While companies are dedicating resources toward increasing employee participation rates and encouraging them to diversify their contributions among a variety of funds, plan participants do not appear to be catching on to that message, according to Hewitt Associates.

A new report issued today by the Lincolnshire, Ill.-based retirement consultant compares the results from one of its studies that examined where plan sponsors and administrators were focusing their energy and resources and another that studied employees’ investment behaviors. The results: Employees are not catching on to the message.

While most companies are actively working to increase participation rates and encourage greater diversification, its not sinking in with employees and "in some cases … may be missing the mark," said Lori Lucas, a defined contribution consultant with Hewitt, in a statement.

While 45% of 400 employers surveyed in Hewitt’s survey, 2001 Trends and Experience 401(k) Plans, indicated that "increasing plan participation" was the most important goal of their education efforts, those good intentions are not impacting a large percentage of their employees, according to the results from another Hewitt study. In its study, 2000 Hewitt Universe Benchmarks, Hewitt found that the participation rate for new employees with less than two years tenure is about 45.8%, well below the average participation rate of 74%. The Benchmarks study examined the investment behaviors of 730,000 eligible employees and 500,00 active participants.

In order to improve participation rates, employers should improve their efforts at targeting newly eligible employees and implement automatic enrollment, according to Lucas.

Fifty-seven percent of employers identified inadequate diversification as the third most common mistake, according to the Trends study and that appears to be the case: About 46% of participants are invested in one or two funds, according to the Benchmarks study.
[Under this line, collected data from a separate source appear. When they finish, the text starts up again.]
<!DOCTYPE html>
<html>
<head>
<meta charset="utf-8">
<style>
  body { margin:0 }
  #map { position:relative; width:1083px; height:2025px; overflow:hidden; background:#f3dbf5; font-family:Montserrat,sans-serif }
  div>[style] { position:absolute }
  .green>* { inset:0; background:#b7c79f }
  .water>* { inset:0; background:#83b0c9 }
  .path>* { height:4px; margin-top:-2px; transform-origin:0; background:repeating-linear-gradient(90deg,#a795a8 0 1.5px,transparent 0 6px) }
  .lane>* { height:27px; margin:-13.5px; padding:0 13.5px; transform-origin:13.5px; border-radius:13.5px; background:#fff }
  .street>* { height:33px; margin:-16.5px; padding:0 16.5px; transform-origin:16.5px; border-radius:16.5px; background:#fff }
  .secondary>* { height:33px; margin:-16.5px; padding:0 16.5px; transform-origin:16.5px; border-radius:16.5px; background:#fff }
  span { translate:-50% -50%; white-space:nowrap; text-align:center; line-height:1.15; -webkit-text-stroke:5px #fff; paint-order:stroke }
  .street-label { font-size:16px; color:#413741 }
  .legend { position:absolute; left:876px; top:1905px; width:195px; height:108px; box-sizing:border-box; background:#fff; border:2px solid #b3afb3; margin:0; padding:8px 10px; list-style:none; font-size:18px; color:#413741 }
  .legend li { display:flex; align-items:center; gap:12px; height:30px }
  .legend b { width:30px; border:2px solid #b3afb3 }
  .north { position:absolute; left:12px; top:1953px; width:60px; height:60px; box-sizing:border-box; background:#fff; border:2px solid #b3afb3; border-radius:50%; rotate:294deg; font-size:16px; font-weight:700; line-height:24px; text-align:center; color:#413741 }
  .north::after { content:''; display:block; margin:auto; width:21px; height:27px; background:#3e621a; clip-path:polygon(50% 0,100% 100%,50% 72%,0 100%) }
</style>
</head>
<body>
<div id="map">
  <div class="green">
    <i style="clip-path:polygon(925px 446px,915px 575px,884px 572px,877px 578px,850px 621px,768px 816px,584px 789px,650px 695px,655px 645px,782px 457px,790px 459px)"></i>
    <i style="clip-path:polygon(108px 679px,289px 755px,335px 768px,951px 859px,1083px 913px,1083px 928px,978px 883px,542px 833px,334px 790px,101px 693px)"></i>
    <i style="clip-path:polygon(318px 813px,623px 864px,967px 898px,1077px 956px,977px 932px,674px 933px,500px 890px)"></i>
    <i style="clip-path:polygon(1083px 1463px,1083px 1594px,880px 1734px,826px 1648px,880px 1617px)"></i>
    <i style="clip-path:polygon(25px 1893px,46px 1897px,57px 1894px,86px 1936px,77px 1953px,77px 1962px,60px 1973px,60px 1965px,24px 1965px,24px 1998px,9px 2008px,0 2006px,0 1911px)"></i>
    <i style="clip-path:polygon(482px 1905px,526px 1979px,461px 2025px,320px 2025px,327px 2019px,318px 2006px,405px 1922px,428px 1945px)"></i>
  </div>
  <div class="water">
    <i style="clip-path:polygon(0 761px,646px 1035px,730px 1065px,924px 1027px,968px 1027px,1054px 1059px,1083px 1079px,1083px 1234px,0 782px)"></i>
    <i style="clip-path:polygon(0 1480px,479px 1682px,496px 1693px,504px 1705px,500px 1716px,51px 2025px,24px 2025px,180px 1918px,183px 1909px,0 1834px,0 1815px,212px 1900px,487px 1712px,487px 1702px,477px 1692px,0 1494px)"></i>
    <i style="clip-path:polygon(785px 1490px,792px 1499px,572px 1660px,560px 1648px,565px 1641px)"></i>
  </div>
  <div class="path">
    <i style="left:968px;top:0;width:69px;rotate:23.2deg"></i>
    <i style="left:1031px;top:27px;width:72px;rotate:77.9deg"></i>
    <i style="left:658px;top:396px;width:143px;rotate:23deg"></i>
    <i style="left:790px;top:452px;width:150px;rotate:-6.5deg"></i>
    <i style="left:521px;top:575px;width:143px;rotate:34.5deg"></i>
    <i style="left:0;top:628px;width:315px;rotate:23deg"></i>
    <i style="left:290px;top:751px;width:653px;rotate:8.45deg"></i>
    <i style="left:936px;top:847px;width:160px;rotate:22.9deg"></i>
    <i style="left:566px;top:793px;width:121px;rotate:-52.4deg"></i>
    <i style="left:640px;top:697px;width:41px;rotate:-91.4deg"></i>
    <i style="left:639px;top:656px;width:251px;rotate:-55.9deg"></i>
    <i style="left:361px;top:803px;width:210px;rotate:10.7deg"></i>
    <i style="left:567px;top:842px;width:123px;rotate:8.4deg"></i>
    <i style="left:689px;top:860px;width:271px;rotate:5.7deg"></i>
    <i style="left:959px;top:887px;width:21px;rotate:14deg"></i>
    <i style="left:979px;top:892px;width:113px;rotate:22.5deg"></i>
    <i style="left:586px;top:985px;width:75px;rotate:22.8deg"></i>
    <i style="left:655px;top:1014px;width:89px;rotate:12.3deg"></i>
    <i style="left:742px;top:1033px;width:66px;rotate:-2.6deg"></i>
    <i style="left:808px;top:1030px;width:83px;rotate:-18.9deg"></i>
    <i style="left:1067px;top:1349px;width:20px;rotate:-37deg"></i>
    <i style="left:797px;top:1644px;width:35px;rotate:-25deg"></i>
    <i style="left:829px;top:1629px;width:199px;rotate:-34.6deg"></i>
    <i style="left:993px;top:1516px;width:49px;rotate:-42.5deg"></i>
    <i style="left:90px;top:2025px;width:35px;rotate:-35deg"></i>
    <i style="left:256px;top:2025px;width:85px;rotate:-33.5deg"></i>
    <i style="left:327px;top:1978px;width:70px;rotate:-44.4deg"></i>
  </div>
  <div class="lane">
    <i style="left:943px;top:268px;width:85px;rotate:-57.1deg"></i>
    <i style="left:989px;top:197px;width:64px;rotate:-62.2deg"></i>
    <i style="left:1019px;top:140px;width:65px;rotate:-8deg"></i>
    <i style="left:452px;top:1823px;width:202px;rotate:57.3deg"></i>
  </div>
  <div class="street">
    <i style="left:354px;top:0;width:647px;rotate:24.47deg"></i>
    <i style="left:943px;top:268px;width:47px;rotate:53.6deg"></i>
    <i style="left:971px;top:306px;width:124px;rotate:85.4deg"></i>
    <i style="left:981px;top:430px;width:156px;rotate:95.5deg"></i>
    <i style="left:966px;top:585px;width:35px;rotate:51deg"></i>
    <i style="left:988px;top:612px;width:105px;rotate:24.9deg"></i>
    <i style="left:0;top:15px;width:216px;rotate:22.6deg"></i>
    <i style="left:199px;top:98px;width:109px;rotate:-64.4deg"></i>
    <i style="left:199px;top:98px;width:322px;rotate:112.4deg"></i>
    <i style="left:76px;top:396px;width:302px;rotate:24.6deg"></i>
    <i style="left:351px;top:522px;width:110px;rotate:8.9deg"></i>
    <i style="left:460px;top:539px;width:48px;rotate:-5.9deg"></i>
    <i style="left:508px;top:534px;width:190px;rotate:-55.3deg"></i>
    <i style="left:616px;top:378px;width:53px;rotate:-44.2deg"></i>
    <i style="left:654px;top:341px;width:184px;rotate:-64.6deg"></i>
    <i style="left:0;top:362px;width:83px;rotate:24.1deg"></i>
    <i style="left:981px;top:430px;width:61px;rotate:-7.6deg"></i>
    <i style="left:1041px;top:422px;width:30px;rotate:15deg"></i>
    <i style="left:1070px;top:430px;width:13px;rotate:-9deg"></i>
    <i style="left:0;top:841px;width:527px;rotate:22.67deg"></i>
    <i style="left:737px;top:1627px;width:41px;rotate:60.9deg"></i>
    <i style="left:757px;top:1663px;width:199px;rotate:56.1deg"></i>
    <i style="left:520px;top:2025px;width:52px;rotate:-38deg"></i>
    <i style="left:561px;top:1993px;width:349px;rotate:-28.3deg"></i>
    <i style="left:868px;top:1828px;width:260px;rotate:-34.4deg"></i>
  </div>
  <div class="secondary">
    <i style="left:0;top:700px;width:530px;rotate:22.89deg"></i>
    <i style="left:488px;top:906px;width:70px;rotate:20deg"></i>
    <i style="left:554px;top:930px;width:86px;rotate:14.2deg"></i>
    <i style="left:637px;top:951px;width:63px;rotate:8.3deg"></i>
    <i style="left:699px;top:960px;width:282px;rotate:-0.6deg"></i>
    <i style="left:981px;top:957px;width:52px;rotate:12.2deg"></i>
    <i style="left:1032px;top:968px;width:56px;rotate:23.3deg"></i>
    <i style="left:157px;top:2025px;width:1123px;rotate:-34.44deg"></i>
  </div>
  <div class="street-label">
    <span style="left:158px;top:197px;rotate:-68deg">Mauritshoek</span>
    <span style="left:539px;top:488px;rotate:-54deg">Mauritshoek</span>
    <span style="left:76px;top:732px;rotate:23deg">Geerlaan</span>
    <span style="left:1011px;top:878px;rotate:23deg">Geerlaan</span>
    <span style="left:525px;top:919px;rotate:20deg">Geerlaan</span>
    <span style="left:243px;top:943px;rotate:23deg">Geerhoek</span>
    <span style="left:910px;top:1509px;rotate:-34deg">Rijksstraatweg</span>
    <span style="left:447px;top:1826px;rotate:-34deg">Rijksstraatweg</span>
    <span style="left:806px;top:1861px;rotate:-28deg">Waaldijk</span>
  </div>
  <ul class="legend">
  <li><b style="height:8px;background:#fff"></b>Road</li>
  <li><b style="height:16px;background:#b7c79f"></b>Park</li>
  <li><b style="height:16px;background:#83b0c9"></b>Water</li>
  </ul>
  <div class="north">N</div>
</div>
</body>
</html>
The average number of funds held by 401(k) participants is 3.3 and 75% of participants assets are spread among three asset classes: employer stock, large U.S. equity and stable value investments.
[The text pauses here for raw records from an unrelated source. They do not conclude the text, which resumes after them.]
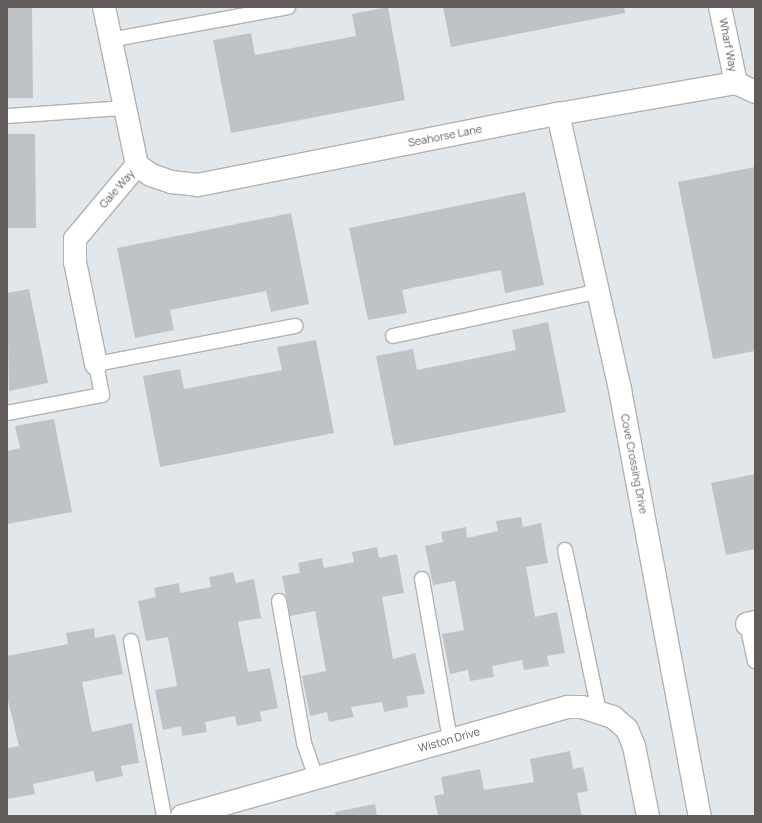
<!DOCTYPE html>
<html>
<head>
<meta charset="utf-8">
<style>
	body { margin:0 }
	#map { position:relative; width:762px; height:823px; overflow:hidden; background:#e2e7ec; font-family:Manrope,sans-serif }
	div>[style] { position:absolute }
	.building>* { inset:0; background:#bfc3c8 }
	.roads { filter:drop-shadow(1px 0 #b4b1ae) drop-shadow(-1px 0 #b4b1ae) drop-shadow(0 1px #b4b1ae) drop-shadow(0 -1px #b4b1ae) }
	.lane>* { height:14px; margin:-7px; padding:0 7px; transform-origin:7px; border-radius:7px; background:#fff }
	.street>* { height:22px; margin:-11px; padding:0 11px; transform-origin:11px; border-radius:11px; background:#fff }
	span { translate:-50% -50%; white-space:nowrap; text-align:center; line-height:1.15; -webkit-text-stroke:3px #fff; paint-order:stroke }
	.street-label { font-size:11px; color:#625d5b }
	.frame { position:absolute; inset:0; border:8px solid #625d5b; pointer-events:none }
</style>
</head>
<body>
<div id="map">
	<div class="building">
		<div style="clip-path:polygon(7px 7px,32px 7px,33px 98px,7px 98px)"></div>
		<div style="clip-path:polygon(388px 7px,405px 100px,231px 133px,213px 40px,251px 33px,255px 55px,356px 36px,352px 14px)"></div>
		<div style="clip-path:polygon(443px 7px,624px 7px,625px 13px,451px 47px)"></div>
		<div style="clip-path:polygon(7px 134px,35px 134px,36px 228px,7px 228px)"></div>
		<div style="clip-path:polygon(755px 167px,755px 351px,713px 359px,678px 182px)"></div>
		<div style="clip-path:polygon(525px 192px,544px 285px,505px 293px,501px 270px,402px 290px,407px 313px,368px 320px,349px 228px)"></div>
		<div style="clip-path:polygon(291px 213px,309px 304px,271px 312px,266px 291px,170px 310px,174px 330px,135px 338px,117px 248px)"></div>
		<div style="clip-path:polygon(29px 289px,48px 383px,9px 391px,7px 293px)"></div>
		<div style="clip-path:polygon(548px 322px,566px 412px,394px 446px,376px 356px,413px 349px,417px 370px,516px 350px,512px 330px)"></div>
		<div style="clip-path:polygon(316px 340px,334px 433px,160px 467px,143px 376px,180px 369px,184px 389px,282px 370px,277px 347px)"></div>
		<div style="clip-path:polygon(54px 419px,72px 512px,7px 524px,7px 451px,20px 448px,15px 426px)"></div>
		<div style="clip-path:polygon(755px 474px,755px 549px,726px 555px,711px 483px)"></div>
		<div style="clip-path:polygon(521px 517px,523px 527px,541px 523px,548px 563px,526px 567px,535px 617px,557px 612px,565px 653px,547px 656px,549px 666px,524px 670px,522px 660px,492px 666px,494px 677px,470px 681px,468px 670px,450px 674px,442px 634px,464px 630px,455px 581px,433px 585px,425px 546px,443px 542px,441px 532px,466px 527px,467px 538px,498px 531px,496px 521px)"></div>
		<div style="clip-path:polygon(377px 547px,379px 558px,397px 554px,404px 593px,382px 597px,393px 659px,415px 653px,425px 694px,407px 696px,408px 707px,384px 712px,382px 702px,351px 707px,354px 717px,329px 722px,327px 712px,310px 716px,302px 676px,326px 671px,315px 611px,290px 616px,282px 576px,300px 573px,298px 563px,322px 558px,324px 568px,354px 562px,352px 552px)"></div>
		<div style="clip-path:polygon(233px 572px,236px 583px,254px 579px,261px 618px,238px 622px,248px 672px,270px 668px,278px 708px,260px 712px,262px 721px,237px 726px,235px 716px,205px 722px,207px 732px,182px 736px,181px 726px,163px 730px,155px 690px,177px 686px,168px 637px,146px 641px,138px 601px,156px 597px,154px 588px,179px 583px,180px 593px,211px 587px,209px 577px)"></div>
		<div style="clip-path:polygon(94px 628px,95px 638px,115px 634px,123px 674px,82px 682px,92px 732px,132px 723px,139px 763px,121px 766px,123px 776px,96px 782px,93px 771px,33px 784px,35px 794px,8px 799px,7px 748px,19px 746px,7px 697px,7px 656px,68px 644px,66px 633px)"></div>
		<div style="clip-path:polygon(570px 751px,573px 769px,583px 767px,588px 791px,577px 793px,582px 816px,438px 816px,434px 796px,444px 794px,441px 777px,480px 769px,484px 790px,534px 782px,530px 759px)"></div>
		<div style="clip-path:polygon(375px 804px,377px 816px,336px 816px,335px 812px)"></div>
	</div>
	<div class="roads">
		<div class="lane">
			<div style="left:109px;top:40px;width:182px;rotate:-10.4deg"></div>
			<div style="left:7px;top:116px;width:116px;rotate:-3.9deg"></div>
			<div style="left:393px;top:336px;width:211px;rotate:-12.3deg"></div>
			<div style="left:7px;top:413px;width:97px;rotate:-10.7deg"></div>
			<div style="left:102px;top:395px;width:32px;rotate:-101deg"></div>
			<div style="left:96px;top:364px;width:203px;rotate:-10.8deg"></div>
			<div style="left:565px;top:550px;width:165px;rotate:78.1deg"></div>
			<div style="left:422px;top:579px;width:163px;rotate:80.1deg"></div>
			<div style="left:279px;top:601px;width:144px;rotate:80deg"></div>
			<div style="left:304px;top:743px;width:37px;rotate:71deg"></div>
			<div style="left:747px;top:624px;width:38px;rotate:78deg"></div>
			<div style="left:131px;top:641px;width:178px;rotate:79.3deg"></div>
		</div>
		<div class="street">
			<div style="left:104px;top:7px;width:161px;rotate:78.2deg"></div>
			<div style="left:720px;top:7px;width:78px;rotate:78.1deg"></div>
			<div style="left:558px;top:114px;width:283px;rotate:77.3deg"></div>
			<div style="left:620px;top:390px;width:433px;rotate:79.4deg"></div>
			<div style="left:137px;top:165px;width:17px;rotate:36deg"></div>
			<div style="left:151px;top:175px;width:21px;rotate:19deg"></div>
			<div style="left:171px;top:182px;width:27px;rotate:6deg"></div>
			<div style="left:198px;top:185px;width:367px;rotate:-11.2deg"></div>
			<div style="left:558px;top:114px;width:181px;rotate:-9.9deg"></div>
			<div style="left:736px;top:83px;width:21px;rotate:25deg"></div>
			<div style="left:96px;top:364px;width:104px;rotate:-101.6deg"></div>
			<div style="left:75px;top:262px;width:23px;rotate:-90deg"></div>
			<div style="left:75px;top:239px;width:97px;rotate:-50deg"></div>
			<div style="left:747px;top:624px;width:8px;rotate:-14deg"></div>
			<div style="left:182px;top:816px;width:401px;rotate:-15.8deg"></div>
			<div style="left:568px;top:707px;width:14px"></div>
			<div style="left:582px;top:707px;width:33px;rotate:18deg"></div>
			<div style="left:613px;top:717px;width:18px;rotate:41deg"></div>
			<div style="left:627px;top:729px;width:18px;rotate:68deg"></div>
			<div style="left:634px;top:746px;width:71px;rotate:78.7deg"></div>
		</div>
	</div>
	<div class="street-label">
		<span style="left:728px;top:45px;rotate:79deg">Wharf Way</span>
		<span style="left:445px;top:136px;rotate:-11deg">Seahorse Lane</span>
		<span style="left:117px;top:189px;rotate:-49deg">Gale Way</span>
		<span style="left:634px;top:464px;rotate:79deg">Cove Crossing Drive</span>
		<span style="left:449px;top:740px;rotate:-16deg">Wiston Drive</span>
	</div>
	<div class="frame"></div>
</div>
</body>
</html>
While many employers are adding "esoteric asset classes" employees are not spreading their assets among a variety of funds because many participants are overwhelmed by too many choices and do not know how such options fit into their portfolios, Lucas said.

One answer to that problem may be in providing different saving vehicles like self-directed brokerage, as opposed to strictly funds, she said. "What may need to acknowledge is that the key to keep the plan structure simple," she said. With that, however, sponsors must offer information, guidance and third-party investment advice, she said.

Lower paid and younger employees’ low contribution levels is another area that employers need to improve, according to Hewitt. Twenty-four percent of employers surveyed in the Trends study listed low contribution levels as the second most common employee investment mistake. While the average contribution rate is 7.7% of pay, lower salary and younger employees contribution rates are much lower, Lucas said.

Employers should develop plan provisions that allow participants to automatically step up their contribution levels on an annual basis, she said.